Yes. There are countless references to His love and goodness in the Psalms alone.
>Interestingly - and pardon me for the example - but the Qur'an doesn't seem to describe God completely as omnibenevolent, and in the 99 Names of Allah the Islamic God is characterized with attributes as a Destroyer in a much more impersonal manner than the one we get to know with Christianity, making him an ambivalent God in which everything is already determined (In'shallah, aka, God willing…implying determinism?) and having more realistic attributes that are in par with what we know of how the world operates, in a volatile and not necessarily just manner.
But the Qur'an is trash. That it doesn't describe the Lord as loving is proof of this.

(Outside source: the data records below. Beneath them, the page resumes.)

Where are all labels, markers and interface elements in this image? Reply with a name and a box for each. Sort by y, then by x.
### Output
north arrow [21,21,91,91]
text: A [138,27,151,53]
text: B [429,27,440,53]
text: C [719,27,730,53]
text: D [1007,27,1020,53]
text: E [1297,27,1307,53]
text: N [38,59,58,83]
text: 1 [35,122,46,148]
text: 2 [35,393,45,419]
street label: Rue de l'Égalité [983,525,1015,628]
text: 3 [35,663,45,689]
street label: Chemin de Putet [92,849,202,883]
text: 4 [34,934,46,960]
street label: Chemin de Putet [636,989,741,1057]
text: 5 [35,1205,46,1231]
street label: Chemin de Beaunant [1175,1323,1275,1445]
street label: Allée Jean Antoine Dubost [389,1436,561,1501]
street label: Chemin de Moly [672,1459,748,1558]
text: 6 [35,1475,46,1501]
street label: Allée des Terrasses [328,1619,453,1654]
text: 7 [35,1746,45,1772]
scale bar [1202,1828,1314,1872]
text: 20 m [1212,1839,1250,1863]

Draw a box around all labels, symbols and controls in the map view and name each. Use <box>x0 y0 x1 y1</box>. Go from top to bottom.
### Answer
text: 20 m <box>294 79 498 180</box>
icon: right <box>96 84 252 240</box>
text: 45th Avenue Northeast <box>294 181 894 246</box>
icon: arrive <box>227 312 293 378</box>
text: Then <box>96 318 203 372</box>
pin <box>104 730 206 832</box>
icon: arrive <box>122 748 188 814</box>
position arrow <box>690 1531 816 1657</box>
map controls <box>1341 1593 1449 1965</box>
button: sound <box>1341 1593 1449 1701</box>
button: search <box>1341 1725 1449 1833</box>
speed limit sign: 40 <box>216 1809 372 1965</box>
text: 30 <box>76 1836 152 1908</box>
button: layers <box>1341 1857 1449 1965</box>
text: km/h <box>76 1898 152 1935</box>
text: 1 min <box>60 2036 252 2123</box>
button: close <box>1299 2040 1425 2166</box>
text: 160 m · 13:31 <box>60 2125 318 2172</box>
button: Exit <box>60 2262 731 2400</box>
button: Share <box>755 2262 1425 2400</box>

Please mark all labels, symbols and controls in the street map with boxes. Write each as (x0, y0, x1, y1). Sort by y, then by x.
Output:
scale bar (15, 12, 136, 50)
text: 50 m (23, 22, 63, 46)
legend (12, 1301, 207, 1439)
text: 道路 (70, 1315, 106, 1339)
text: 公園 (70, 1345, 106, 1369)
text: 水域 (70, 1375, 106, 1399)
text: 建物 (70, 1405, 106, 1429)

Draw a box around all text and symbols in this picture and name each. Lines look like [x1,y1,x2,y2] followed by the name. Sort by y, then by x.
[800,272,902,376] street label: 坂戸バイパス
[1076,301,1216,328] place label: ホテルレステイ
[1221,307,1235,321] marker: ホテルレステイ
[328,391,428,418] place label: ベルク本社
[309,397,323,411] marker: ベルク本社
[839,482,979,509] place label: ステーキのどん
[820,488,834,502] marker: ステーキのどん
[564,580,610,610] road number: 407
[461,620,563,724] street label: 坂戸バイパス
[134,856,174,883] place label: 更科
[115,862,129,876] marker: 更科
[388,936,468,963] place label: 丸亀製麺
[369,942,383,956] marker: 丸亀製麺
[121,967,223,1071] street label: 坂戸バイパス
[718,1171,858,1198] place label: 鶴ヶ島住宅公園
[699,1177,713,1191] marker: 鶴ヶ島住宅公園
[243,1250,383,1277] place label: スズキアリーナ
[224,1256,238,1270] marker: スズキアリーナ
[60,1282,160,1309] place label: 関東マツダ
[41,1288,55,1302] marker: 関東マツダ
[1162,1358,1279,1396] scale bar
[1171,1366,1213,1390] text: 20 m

>It seems that both Gods do what they please, and are willing to intercede in prayer, but is omnibenevolence ever mentioned in the Bible, or is that just a popular belief given the loving attributes of Jesus Christ?
Yes, it is referenced all throughout scripture. The very fact that we have scripture is evidence of His love and benevolence for us. If Christ is the Son, and the Son shares the same nature as the Father, then it follows that the Father too is love and goodness.
Prayer is also about praising, begging forgiveness, and seeking to unite oneself more closely to His will, since He is the highest good.
>Does God cause good and evil for reasons we don't know?
God is not the author of evil. He permits it that good may come of it. The greatest evil, and simultaneously the greatest good, is the Crucifixtion. That's all we need to know.
>Could this be an argument for believing that the Father, the Son, and the Holy Spirit are three different divine entities, making the Father ambivalent and the Son benevolent, as he atoned for our sins?
No, Marcion, is does not. The Son was sent at the command of the Father, and makes explicit references in the Gospel to doing the Will of the Father. If Christ, being perfectly obedient, atoned for our sins, then it follows again that this was His charge from the Father. If Christ atoned for our sins, but the Father was only ambivalent about it, then it likewise follows that Christ wasn't doing the will of the Father.
>I need a sound argument against the Problem of Evil and injustice and how would Jesus allow such things to happen and be powerless against preventing them despite being omnipotent.
<Where is the wise? Where is the scribe? Where is the disputer of this world? Hath not God made foolish the wisdom of this world? For seeing that in the wisdom of God the world, by wisdom, knew not God, it pleased God, by the foolishness of our preaching, to save them that believe. For both the Jews require signs, and the Greeks seek after wisdom: But we preach Christ crucified, unto the Jews indeed a stumblingblock, and unto the Gentiles foolishness: But unto them that are called, both Jews and Greeks, Christ the power of God, and the wisdom of God. For the foolishness of God is wiser than men; and the weakness of God is stronger than men. For see your vocation, brethren, that there are not many wise according to the flesh, not many mighty, not many noble: But the foolish things of the world hath God chosen, that he may confound the wise; and the weak things of the world hath God chosen, that he may confound the strong. And the base things of the world, and the things that are contemptible, hath God chosen, and things that are not, that he might bring to nought things that are: That no flesh should glory in his sight. But of him are you in Christ Jesus, who of God is made unto us wisdom, and justice, and sanctification, and redemption: That, as it is written: He that glorieth, may glory in the Lord. (1 Cor 1:20-31)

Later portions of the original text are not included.